Sunday, May 30, 2021

Komatsu and Oyama Remembered

Komatsu in 'Chibideka Mongatrai'

Obviously, I have not written here in some time.

I decided to say nothing here, as I was doubtful my endless rants of the obvious failings of the previous  president were of any use. Thankfully, I learned by the 2020 elections end, that our democracy was preserved by about 8 million voters. Thin margin perhaps but enough to alter the grim path we were on Yet, I also learned that where I live I am politically outnumbered about 4 to 1 - about the same amount I have experienced in the years and years I have lived here ... and yet i remain.

Call me Odd Man Out. And no, I have never been comfortable with this particular reality. So I write what I can seldom say.

And after perusing other options of the online world, those many thousands and thousands of platforms and apps  world gurgles and burbles its way through to self-expression - this humble and loveable blog is the best place to share. Here, I am the only one, I can speak freely.

I can ponder through words the thoughts wandering about my old mind (I'm 60 - time left is ticking past loudly.

I continue to marvel at the presence and uses the world has made of the internet - fascinated by the swipe-left-or-right narrative so many engage in, the willingness to answer any question posed by some Facebook data miner, speeding through miniaturized experience. People of all ages and sexes make money online opening boxes and packages to reveal what's inside, or how to apply make-up, or repair a car or a washing machine, or being creative with music and art, or even just jerking off live on camera for tip money. In my day, one had to go to a big city and find a peep show to do that.

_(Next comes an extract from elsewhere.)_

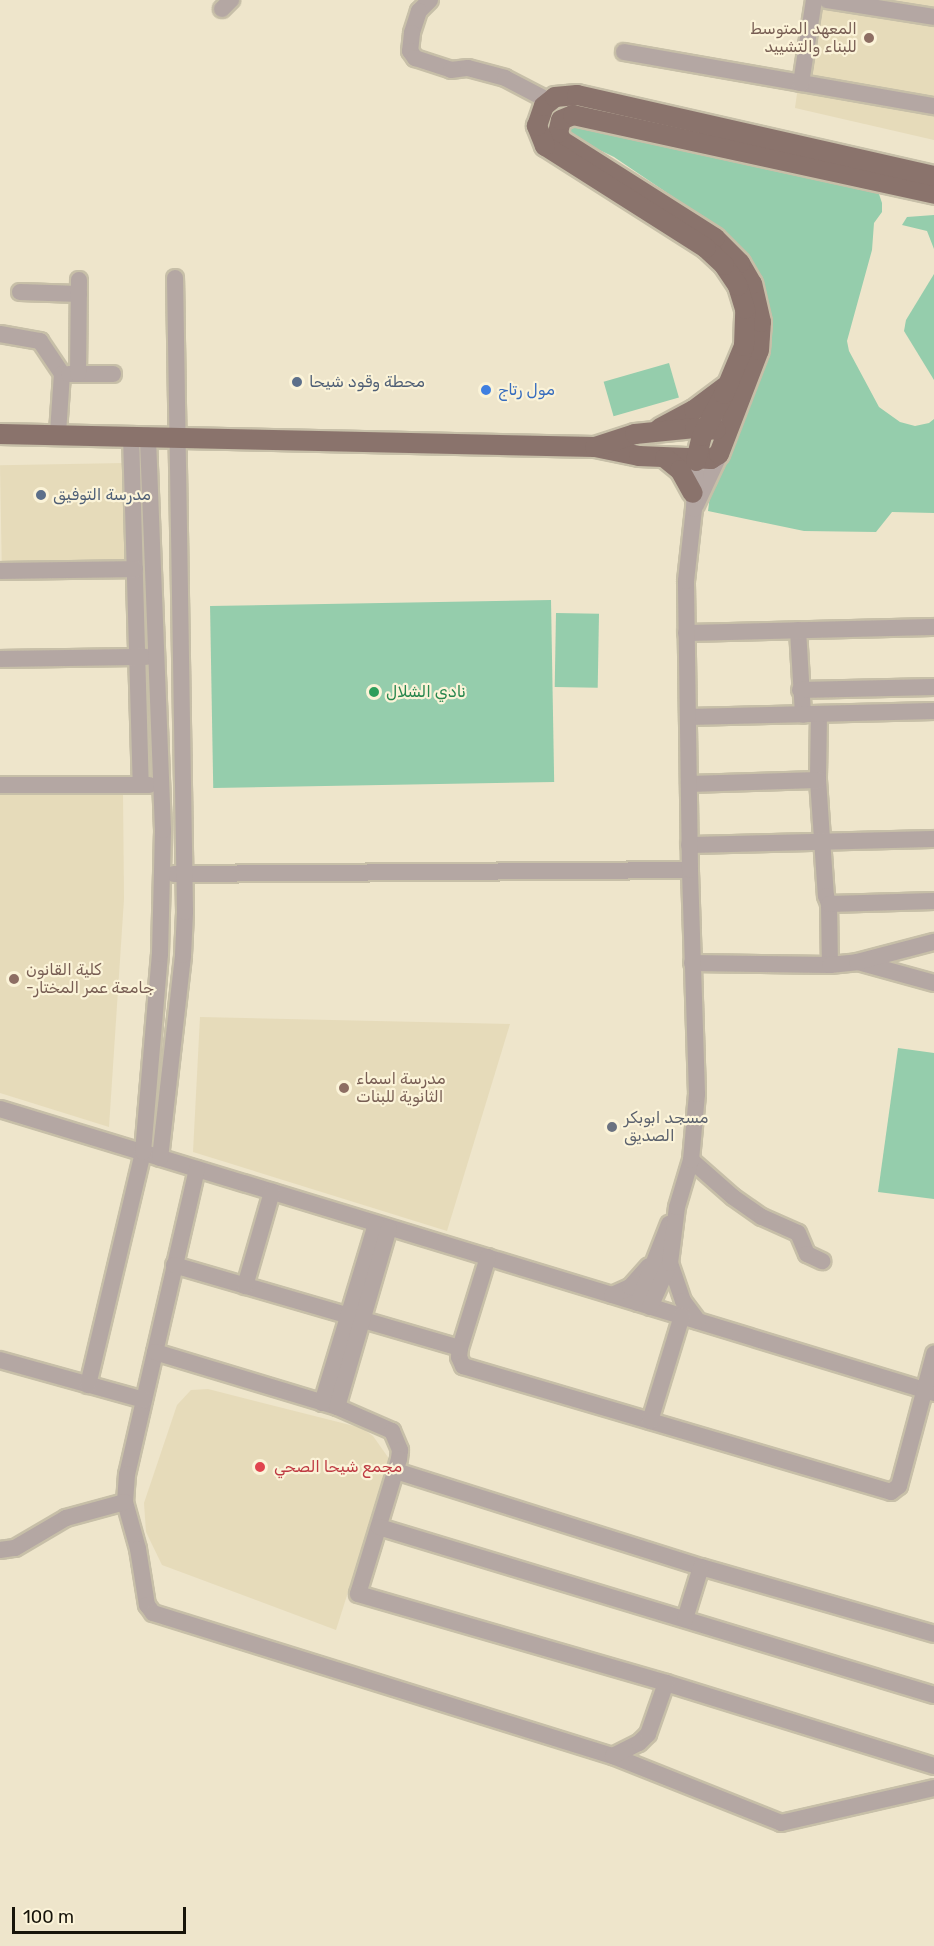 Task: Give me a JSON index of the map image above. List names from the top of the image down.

I was eating lunch (eel sushi and thai yellow curry chicken) in a small Asian restaurant and I put my phone away since it had little battery power left. I realized I did not even have a book in my car I could have brought in with me - it made me feel ashamed. 

I work with folks in their 20s and 30s and have noticed whenever there is a pause in work or just conversation, 8 seconds will go past and their heads will bend down to their phones, fingering away swiping up and down and left and right. 

So now I have two books in my car. 

I'm no Luddite.

I was pondering movies I could watch online (how I spend most of my time online) and something reminded me of the first foreign language film I saw. I was 7 or maybe 8, and on Saturday mornings I eagerly waited for the CBS Children's Film Festival program to air. I was quite delighted to be able to type CBS Children's Film Festival into the magic google machine - and there it was listed, along with all the films they showed during their very long run. 

It was a Japanese film made in 1958 called "Skinny and Fatty", or originally "Chibideka Monogatari". It's a very simple story of two young boys in elementary school who become friends. Once I recalled seeing it - images and scenes filled my head. The story follows them through their school days and lives at home. They become friends, the smaller sized boy, Komatsu, lives in a very small one-room house and the heavier boy, Oyama. lives in a large two-story home. Komatsu's mother works in a quarry all day, his father works out of town, seldom home. Oyama's mom stays at home, dad is home every night. The boys get bullied, but don't give in. Komatsu always tells his new friend to never give up, to try to achieve, to have confidence.

All I could find of the 45 minute movie was a horribly washed-out print on YouTube, and watched it anyway. I remembered how much that movie impacted me - it wasn't about adults or the goofy kids in America I saw on TV. Their lives are ordinary and still, powerful. It was one of several young experiences that made me want to write, to tell stories, to make movies and plays. There is almost a manga-quality to the movie, it's steeped in late 50s Japanese culture, and likely helped lay a foundation for an appreciation of their styles of storytelling. 

And that's what I decided to write about today.